The applicants present impressive preliminary data supporting the feasibility of the approach and supporting the high quality of their experimental design. The principle goal of generating higher activity forms of the transcription factors, showing that these turn on endogenous genes and that they contribute to production of reprogrammed cells in which relevant genes associate in a common active chromatin territory, is documented for one key transcription factor. The applicants present a logical and convincing timeline for the production and testing of the engineered genes and delivery system. The proposal to switch over to recombinant factor proteins for iPSC production was less compelling since the approach may not add much value if high efficiency reprogramming and subsequent excision of the reprogramming viral vector can be achieved. Reviewers identified some areas that should have been addressed in the plan including possible pitfalls in refolding and use of recombinant proteins, as this may not be straightforward. The possible use of small molecules already identified to contribute to reprogramming was also not discussed. Reviewers also felt that the assessment of the biology of iPSC generated as a function of the reprogramming factors was not fully addressed. For example, the extent of cellular plasticity, stability of the reprogrammed phenotype, or completeness of epigenetic change were not discussed in depth in the application.
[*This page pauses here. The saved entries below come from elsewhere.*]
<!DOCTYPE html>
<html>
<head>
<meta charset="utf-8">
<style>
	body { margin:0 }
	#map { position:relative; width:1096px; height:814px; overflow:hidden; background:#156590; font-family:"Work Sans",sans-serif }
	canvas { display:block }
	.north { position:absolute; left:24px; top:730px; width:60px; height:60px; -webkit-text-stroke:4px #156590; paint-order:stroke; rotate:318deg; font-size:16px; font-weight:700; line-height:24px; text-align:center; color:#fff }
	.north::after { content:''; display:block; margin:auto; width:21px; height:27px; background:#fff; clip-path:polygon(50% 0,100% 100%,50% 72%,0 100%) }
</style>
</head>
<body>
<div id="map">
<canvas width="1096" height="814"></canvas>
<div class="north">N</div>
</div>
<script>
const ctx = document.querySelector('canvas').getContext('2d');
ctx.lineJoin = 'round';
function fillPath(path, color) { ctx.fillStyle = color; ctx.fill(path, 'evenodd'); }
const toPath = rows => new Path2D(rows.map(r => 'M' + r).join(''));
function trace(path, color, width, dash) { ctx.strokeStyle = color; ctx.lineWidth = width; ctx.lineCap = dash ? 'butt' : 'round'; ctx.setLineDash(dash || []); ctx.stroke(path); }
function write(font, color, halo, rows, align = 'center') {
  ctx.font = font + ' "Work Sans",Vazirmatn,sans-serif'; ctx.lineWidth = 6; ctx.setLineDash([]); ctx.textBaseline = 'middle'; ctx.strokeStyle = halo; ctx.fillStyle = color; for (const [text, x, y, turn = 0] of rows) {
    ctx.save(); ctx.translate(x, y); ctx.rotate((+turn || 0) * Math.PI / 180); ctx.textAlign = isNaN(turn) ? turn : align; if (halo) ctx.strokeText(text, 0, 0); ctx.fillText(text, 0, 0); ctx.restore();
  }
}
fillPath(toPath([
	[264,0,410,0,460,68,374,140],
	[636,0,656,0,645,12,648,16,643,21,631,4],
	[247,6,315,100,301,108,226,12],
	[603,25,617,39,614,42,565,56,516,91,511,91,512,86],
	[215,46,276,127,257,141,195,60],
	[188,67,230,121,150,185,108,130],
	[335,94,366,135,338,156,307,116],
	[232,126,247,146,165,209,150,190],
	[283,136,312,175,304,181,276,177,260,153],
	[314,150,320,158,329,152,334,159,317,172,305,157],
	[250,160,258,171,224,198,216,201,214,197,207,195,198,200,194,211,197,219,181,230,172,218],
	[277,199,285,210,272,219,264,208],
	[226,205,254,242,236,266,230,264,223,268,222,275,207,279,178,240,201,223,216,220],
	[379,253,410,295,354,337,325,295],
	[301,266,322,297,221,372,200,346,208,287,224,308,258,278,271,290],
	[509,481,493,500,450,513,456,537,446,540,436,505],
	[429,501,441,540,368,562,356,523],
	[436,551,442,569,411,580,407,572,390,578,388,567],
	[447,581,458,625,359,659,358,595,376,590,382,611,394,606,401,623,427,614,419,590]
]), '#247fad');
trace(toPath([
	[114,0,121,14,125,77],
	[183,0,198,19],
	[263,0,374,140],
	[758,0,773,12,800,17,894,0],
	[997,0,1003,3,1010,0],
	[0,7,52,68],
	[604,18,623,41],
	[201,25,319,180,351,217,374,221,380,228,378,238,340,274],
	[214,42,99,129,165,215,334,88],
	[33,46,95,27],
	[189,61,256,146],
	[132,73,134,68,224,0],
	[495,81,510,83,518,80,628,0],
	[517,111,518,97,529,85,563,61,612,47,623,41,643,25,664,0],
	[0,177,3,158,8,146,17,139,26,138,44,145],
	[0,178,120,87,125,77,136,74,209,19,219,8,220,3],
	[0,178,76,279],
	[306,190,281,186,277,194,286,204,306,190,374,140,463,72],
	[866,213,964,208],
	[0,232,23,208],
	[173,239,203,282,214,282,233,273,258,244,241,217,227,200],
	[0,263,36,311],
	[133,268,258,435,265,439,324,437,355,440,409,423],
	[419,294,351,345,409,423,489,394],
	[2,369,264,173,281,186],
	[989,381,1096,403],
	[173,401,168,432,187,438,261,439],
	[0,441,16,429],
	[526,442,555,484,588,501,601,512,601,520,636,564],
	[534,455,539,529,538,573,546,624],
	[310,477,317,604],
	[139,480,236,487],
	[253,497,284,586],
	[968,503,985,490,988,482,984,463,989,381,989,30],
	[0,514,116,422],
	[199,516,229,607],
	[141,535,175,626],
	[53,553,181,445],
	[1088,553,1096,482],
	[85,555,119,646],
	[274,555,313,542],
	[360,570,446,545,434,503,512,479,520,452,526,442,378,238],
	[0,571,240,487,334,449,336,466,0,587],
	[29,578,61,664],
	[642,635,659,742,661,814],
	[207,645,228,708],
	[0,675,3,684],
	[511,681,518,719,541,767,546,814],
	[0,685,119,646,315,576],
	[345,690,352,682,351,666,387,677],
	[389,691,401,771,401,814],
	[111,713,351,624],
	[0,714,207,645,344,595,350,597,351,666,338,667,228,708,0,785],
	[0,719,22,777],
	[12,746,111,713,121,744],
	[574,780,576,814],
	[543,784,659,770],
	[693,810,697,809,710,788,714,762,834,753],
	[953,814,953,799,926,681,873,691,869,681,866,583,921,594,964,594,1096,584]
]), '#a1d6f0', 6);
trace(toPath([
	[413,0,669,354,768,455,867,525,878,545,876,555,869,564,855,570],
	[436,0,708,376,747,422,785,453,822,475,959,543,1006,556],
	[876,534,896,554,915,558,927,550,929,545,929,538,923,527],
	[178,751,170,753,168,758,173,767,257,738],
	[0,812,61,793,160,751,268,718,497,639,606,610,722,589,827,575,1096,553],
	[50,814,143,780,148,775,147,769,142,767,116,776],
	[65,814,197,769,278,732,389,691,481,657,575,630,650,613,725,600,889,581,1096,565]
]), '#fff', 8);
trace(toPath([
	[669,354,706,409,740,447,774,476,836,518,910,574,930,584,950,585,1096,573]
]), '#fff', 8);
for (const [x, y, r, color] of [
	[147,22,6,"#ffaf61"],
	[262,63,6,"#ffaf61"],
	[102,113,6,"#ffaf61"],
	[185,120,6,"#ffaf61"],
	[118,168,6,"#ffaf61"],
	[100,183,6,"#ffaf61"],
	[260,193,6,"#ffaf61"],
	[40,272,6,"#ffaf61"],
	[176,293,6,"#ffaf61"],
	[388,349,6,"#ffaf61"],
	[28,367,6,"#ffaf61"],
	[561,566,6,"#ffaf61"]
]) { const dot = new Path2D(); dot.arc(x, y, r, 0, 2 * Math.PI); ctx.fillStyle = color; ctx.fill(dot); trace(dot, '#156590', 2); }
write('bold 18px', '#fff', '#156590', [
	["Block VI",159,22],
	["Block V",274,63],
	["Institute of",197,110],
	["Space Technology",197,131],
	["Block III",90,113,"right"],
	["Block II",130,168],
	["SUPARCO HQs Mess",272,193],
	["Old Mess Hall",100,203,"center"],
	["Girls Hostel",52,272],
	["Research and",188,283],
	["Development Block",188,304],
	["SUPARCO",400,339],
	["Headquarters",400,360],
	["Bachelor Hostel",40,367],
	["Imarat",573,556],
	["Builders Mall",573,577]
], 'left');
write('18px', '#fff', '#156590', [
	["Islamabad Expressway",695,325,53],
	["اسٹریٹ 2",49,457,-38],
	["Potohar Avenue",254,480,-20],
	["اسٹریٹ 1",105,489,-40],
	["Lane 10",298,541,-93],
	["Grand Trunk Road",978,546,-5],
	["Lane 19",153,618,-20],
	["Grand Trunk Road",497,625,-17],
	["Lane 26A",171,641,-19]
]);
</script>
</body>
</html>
The principal investigator (PI) has worked extensively with iPSCs, has noted strengths in molecular biology, and is well qualified to perform the described experiments. The PI will contribute 36% effort on the project. Additional team members who will contribute the most hands-on time on the project appear qualified. Reviewers noted a need for additional experience with human ES and iPSC biology to help assess the consequences of genetic manipulations to the overall cell physiology.
- A motion was made to move this application into Tier 1, Recommended for Funding. The GWG felt that the proposal could have a broad impact and also felt that contributions from industry could lead to commercialization and should be encouraged. The motion carried.